§ **WHAT IS REQUIRED**:
Using the listing below, return every line that includes "them".
Top of DATA SUPPLIED
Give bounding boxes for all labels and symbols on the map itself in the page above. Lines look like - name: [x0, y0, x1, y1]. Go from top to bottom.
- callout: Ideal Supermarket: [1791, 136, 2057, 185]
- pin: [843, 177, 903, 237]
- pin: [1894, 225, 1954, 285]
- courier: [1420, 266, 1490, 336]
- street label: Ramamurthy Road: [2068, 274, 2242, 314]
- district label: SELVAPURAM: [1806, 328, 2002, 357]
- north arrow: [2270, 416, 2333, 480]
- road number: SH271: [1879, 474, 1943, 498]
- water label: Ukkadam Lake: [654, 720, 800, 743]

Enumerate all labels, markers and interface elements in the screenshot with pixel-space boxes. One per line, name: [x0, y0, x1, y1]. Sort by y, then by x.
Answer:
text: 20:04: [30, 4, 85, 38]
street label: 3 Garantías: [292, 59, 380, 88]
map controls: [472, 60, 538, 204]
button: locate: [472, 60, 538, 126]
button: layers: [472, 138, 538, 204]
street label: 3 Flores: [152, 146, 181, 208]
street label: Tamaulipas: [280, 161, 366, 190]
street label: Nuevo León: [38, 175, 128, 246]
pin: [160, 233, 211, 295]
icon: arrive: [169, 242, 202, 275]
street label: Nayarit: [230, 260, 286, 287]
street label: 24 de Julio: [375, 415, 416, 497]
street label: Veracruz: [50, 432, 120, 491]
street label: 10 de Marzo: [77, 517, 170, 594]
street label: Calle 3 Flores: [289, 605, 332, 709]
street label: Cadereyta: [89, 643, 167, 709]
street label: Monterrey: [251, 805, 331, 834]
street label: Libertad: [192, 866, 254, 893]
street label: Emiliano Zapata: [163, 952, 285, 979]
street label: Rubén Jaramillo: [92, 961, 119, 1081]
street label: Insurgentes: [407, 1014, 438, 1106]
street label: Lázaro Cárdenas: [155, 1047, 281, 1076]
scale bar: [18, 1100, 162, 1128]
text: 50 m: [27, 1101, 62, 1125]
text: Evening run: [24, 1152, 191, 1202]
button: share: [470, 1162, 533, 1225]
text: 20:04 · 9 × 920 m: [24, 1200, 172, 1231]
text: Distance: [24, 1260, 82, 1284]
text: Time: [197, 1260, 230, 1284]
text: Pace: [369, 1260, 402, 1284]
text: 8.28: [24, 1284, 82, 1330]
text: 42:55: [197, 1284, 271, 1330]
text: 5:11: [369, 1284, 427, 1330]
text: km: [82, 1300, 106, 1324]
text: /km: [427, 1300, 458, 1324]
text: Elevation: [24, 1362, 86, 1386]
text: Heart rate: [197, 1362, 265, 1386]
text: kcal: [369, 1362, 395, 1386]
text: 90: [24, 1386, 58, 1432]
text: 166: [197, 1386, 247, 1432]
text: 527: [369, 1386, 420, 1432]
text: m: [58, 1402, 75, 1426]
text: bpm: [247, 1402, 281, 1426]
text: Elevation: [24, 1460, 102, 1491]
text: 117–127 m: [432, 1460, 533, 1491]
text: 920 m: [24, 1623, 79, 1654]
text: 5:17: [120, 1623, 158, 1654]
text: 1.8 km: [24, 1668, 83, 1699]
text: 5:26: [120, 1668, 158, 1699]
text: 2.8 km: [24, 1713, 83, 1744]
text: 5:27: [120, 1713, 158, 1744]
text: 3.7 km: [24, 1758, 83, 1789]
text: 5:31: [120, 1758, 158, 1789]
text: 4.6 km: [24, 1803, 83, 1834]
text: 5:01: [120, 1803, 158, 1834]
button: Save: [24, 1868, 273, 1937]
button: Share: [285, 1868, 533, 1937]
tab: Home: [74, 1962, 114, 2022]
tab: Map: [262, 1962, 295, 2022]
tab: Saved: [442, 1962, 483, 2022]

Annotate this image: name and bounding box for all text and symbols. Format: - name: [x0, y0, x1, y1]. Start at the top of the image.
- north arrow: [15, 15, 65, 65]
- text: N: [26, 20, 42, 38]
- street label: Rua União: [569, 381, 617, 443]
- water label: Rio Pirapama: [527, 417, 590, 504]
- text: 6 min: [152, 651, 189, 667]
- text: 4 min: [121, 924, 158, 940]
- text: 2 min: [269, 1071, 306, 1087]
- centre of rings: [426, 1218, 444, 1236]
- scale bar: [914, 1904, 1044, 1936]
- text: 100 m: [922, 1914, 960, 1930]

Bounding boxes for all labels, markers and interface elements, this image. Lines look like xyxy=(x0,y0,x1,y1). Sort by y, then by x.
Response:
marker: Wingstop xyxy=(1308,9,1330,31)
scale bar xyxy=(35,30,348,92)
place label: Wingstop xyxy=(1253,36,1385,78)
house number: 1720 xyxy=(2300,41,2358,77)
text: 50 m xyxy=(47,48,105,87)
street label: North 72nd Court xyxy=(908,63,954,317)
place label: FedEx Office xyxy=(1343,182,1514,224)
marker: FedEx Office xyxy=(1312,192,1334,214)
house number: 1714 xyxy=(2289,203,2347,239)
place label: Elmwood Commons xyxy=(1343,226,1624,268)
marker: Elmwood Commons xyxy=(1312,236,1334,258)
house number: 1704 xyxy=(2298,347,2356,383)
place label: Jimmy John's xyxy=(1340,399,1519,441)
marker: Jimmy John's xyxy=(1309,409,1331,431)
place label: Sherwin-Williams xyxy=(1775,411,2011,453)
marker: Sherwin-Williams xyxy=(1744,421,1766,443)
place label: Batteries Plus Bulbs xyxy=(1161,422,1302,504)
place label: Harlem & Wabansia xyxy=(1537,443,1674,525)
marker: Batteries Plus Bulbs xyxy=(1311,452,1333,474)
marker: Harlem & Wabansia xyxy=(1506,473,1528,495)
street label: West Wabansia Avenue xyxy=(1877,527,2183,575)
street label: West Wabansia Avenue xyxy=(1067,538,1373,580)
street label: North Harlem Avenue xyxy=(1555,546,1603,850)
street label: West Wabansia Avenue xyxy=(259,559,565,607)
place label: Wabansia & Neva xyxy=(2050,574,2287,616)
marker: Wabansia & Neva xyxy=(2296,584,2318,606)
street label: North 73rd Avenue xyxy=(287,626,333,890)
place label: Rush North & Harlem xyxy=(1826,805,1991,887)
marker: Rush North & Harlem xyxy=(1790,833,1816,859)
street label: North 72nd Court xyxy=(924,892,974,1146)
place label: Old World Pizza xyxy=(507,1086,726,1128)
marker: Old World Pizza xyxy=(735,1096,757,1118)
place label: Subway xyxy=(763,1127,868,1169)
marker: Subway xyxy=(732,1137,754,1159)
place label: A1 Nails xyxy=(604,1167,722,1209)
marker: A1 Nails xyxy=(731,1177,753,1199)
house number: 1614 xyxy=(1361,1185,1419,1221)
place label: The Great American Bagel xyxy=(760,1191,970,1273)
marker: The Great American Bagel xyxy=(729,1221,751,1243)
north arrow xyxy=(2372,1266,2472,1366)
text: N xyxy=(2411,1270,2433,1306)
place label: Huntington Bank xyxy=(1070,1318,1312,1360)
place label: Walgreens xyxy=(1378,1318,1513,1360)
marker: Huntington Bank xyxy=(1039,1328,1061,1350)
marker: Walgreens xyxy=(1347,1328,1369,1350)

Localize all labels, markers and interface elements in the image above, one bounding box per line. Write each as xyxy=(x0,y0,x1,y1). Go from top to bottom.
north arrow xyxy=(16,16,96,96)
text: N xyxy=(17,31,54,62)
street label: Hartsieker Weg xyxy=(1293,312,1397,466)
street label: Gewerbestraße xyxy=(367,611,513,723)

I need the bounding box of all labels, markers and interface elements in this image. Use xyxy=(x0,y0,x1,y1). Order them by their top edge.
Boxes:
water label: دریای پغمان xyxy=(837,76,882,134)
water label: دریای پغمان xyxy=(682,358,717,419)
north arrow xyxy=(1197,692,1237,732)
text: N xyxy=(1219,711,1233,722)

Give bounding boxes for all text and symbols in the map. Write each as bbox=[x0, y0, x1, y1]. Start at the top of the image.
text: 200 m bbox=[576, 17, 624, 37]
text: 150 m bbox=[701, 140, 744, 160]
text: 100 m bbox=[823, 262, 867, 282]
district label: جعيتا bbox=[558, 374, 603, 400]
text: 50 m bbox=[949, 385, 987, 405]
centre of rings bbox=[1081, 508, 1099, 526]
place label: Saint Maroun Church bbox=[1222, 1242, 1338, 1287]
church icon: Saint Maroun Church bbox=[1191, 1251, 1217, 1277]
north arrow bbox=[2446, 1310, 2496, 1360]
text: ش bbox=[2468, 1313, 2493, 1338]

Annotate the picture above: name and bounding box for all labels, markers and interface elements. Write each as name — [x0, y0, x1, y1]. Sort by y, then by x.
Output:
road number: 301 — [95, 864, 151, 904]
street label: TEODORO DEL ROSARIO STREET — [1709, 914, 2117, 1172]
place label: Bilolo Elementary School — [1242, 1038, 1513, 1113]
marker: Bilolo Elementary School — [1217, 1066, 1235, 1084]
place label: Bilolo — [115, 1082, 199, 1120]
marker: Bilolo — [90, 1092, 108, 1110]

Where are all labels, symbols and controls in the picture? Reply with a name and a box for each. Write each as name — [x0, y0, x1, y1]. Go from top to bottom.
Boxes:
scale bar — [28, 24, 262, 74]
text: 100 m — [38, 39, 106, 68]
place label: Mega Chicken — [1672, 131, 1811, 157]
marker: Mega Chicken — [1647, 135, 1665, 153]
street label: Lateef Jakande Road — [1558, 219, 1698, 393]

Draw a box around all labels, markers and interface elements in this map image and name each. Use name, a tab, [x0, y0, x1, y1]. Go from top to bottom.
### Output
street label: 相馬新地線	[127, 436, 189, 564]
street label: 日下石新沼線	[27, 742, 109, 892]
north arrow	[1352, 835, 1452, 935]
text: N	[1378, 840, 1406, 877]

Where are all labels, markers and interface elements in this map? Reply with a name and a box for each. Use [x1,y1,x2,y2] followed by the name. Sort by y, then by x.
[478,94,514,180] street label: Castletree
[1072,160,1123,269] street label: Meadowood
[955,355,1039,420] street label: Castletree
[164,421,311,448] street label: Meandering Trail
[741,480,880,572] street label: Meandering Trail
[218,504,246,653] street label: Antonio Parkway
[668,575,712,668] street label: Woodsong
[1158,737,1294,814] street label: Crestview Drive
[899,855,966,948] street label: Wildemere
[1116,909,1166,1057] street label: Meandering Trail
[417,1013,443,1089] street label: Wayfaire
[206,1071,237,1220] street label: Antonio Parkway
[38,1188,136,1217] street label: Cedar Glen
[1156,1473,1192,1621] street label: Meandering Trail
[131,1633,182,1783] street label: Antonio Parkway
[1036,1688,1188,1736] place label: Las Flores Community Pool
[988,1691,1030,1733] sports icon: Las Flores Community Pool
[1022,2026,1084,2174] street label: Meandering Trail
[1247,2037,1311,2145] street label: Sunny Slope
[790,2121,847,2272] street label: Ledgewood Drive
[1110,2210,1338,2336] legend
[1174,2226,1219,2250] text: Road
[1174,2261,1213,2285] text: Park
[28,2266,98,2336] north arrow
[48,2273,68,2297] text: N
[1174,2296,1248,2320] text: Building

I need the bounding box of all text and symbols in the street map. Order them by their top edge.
Bottom of DATA SUPPLIED
§ **COMPLETED EXERCISE**:
I need the bounding box of all labels, markers and interface elements in this image. Use xyxy=(x0,y0,x1,y1). Order them by their top edge.
I need the bounding box of all text and symbols in the street map. Order them by their top edge.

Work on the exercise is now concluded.